Addressing injustices such as racism and sexism requires us to push past anger and wounds, and get to the place of love, understanding, and wisdom. That place is not always comfortable, not always gentle, and almost never quick. But it starts from within and extends outward. Each time a significant issue arises, we each have to individually and collectively consider how that issue may relate to us and our understanding. And we must conscientiously set out to learn about one another through reflection on these and other key aspects of our personal and shared stories leading to the significant issue before us now.
The hard work of ending racism or sexism necessitates studying and addressing underlying political, social, and economic factors, but that is only part of the equation. The other, and perhaps harder work, has to do with our underlying personal and cultural reference points. It takes time, effort, and intentionally to dig into the factors that impact vulnerable people, people of color, women, and others. It may be even more challenging to consider our own experiences that create the assumptions and contradictions to our understanding and value of each other.
Until we come to a point in our lives and in our societies where we can shift from opinions and assumptions to mutual love and respect, we will always face walls, divides, and conflicts – and racism and sexism will persist. Throughout time, these are the results of lacking love, understanding, and wisdom. Perhaps that is why we are currently facing so many concerns in our society. We are reeling, struggling, fighting, because we have forgotten how to love, understand, and be wise together, especially in the midst of crises.

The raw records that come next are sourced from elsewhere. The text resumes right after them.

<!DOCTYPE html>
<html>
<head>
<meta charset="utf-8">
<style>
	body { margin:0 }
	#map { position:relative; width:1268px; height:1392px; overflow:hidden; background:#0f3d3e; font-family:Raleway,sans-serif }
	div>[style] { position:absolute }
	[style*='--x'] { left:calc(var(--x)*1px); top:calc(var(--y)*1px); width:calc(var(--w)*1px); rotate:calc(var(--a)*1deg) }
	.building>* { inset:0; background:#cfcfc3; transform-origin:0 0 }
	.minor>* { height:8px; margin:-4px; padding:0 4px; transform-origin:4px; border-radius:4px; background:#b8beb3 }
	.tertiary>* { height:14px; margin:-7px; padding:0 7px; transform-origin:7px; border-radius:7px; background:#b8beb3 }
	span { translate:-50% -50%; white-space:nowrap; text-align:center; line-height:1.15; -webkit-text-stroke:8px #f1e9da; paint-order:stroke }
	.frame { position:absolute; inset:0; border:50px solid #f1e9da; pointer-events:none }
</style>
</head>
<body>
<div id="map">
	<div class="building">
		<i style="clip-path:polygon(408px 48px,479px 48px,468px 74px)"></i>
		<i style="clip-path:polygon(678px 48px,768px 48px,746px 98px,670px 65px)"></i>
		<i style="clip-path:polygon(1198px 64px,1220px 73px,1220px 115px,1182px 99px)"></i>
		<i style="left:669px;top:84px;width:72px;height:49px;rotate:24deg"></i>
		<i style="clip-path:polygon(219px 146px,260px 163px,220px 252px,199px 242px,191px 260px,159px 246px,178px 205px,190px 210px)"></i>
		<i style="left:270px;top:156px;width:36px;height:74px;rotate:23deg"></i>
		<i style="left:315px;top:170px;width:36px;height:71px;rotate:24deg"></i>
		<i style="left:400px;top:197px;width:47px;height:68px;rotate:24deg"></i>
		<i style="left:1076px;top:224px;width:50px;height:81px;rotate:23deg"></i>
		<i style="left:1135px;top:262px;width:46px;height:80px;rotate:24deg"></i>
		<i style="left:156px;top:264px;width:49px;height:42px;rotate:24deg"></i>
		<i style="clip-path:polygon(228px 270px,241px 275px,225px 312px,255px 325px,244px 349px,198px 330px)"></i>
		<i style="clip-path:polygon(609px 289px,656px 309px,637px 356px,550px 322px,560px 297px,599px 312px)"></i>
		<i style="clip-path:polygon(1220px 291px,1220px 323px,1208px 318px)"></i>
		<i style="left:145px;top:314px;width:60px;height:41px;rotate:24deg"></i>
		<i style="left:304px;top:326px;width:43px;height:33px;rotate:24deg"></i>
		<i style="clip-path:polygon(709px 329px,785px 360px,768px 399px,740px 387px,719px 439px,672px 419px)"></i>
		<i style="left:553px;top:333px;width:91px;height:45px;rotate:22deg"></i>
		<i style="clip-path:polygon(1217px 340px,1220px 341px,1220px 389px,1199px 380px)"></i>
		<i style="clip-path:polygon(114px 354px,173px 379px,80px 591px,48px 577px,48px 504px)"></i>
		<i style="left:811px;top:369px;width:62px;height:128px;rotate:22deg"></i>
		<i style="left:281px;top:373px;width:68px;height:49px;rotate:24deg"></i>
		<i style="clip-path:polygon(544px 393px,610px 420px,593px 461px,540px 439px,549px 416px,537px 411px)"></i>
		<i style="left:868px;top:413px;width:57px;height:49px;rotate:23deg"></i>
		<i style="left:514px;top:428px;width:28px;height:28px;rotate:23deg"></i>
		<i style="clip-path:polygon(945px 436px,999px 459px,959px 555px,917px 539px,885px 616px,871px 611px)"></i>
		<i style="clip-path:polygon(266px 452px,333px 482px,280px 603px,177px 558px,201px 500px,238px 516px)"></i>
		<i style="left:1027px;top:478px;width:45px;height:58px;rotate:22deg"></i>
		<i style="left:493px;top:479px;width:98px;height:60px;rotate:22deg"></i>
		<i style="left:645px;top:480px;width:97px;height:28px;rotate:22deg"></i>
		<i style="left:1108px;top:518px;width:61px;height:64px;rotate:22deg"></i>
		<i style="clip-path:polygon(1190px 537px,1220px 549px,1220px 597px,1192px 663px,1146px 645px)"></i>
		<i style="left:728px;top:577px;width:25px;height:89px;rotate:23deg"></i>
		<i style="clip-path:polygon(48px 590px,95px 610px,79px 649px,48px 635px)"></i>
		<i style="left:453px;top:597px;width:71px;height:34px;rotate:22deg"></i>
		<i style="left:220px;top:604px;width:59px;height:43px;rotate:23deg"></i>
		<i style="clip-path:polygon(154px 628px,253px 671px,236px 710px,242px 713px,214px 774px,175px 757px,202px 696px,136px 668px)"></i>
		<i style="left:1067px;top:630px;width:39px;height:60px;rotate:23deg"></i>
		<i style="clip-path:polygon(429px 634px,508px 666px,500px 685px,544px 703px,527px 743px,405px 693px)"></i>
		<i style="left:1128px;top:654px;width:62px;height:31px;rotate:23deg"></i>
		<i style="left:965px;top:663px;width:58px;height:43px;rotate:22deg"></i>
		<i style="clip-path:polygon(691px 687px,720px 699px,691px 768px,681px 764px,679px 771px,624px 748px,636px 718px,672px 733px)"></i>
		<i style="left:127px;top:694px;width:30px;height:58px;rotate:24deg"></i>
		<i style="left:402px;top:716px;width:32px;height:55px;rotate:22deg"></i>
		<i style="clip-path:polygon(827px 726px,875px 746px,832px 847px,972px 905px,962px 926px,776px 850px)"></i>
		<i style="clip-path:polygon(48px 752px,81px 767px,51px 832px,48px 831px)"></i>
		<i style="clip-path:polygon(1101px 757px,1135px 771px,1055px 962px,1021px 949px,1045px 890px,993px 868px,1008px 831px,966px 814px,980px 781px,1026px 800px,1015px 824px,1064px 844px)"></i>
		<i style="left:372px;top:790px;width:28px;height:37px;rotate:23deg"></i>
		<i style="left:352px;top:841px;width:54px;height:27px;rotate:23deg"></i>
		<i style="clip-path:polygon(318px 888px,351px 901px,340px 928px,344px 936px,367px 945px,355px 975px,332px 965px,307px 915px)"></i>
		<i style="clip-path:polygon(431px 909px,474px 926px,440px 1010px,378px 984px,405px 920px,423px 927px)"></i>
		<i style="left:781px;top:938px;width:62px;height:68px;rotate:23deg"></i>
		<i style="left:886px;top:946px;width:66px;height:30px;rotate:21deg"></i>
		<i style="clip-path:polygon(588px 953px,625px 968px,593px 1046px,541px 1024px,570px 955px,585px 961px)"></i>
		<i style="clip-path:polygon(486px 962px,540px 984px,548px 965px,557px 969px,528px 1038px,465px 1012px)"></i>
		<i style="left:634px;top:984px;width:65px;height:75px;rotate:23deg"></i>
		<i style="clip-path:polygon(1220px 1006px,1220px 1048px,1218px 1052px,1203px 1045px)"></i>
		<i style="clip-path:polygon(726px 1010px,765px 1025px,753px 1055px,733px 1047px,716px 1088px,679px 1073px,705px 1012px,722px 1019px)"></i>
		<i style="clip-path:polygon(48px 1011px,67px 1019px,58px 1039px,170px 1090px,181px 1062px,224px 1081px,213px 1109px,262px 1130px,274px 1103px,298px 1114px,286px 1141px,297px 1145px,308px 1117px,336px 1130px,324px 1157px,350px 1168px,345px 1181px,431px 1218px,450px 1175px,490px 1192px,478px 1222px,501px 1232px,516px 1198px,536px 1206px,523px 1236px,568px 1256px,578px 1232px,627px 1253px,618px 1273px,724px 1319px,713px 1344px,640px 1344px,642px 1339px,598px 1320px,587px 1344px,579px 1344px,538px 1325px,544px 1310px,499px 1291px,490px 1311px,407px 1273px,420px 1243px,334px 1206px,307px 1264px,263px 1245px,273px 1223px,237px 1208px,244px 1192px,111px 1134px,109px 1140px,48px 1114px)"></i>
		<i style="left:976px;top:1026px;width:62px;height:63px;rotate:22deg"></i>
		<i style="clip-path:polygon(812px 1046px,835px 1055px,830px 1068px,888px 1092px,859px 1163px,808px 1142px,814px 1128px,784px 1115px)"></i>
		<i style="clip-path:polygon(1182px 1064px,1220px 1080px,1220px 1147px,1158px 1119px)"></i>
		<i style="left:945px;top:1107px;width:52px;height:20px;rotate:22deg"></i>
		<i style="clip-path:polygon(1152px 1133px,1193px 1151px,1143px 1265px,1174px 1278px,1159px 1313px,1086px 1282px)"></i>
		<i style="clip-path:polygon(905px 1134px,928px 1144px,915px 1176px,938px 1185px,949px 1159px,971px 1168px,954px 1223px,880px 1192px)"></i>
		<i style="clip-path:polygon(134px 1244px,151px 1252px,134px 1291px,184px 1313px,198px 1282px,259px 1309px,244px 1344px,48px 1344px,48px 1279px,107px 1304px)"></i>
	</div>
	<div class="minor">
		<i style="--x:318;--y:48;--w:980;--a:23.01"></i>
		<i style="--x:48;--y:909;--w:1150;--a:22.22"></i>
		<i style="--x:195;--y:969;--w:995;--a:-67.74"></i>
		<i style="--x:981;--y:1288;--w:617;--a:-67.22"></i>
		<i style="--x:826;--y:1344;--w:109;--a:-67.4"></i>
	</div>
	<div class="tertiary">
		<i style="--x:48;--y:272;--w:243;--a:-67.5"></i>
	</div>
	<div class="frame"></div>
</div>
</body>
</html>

But each crisis we face, each significant issue, is an opportunity to demonstrate love, understanding, and wisdom. It is in these crises and issues that we put these elements into action. We can discover who we really are and see who others really are. But when we face challenges with assumptions, criticism, fear, anger, division, violence, etc., we are neither exercising those elements nor recognizing our greater selves.
Through each significant societal challenge, crisis, and injustice, we are called again to demonstrate these elements in increasingly complex ways and increasingly difficult contexts. There is much we can learn, not only about each other but about our history, our present, and our future. And that learning is the starting point toward understanding. Through that understanding we can develop wisdom and discernment. And ultimately our understanding and wisdom will lead us to more accurate conclusions and effective solutions. Fundamental to this process is love and mutuality – no one side can give all or fix all. It requires all to join in conversation, cooperation, and even compromise.
Injustices such as racism and sexism have existed since the beginning of time, and persist in our present time. But we have to recognize them in our present context. Although we might see resemblances to earlier times in our history, we are not living during the Colonial Era, American Revolution, Civil War, World War I or II, Civil Rights Era, etc., we are living in a different context and era. In the present context, we are called anew to learn through our personal and shared histories and knowledge to inform the way we can and should act and react to challenges of this era. The injustices we face in the 21st century are a reminder of what it means to love, understand, and be wise in a 21st century context.